Henning Schmidgen Henning Schmidgen. “Machine Cinematography.” Inflexions 5, “Simondon: Milieu, Techniques, Aesthetics” (March 2012). 130-147. www.inflexions.org
Schmidgen examines the photographs used in The Mode of Existence of Technical Objects, arguing that they form a cinematographic understanding of technical evolution. Focusing on two examples, the combustion engine and vacuum tubes, Schmidgen argues that Simondon offers a "quasi-inductive manner" of understanding technological evolution highlighting the nonlinear processes of technical evolution (141). It is a shift in thinking analogous to the shift from linear sequences to montage in cinematography, a shift aided through Simondon's meticulous photographs. Schmidgen's argument is that Simondon, then, focuses both on seriality and discontinuous breaks with such seriality in his discussions of concretization and invention. However, the full strength of Simondon's concept of invention is not taken up in the photographs, but in the body of his text. Invention is "linked to the presence and the use of already existing technical objects;" invention brings about a bifurcation of the available technical materiality, individuating new technical objects that can be "reproduced, varied and selected" (145). For his attention to the serialization of concretization and discontinuous schisms of invention that engender new forms of serialization, Schmidgen calls Simondon as a "cinematographer of machines" (145).

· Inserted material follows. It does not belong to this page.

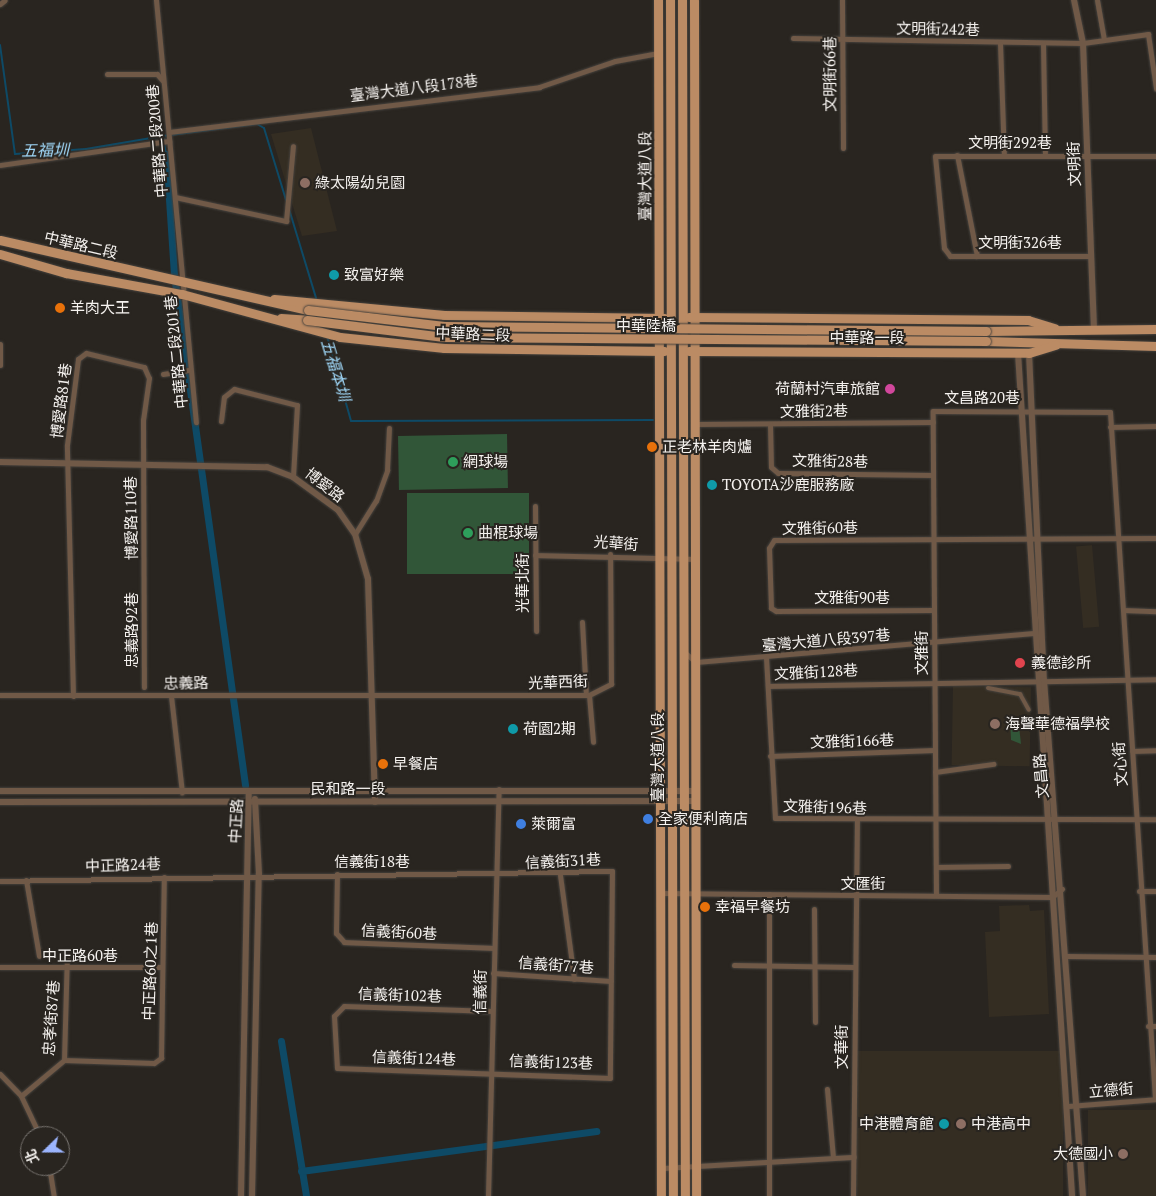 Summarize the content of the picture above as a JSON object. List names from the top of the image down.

Schmidgen's essay is one of the few that even alludes to the visual components of his argument, and provides fertile ground for considering the role of visual practices in individuation in Simondon's philosophy. Foregrounding, for instance, the ways in which art provokes individuations, which is how I intend to incorporate Schmidgen's argument. However, there are certain blind spots within this argument as well. Schmidgen does not discuss Simondon's aesthetics, technical or otherwise, nor his concepts of form and ground, through which Simondon critiques certain gestalt approaches. Given that Schmidgen links a "quasi-inductive" understanding to Simondon's photographs, it goes to reason that this tension would be acknowledged, if not oriented toward a resolution.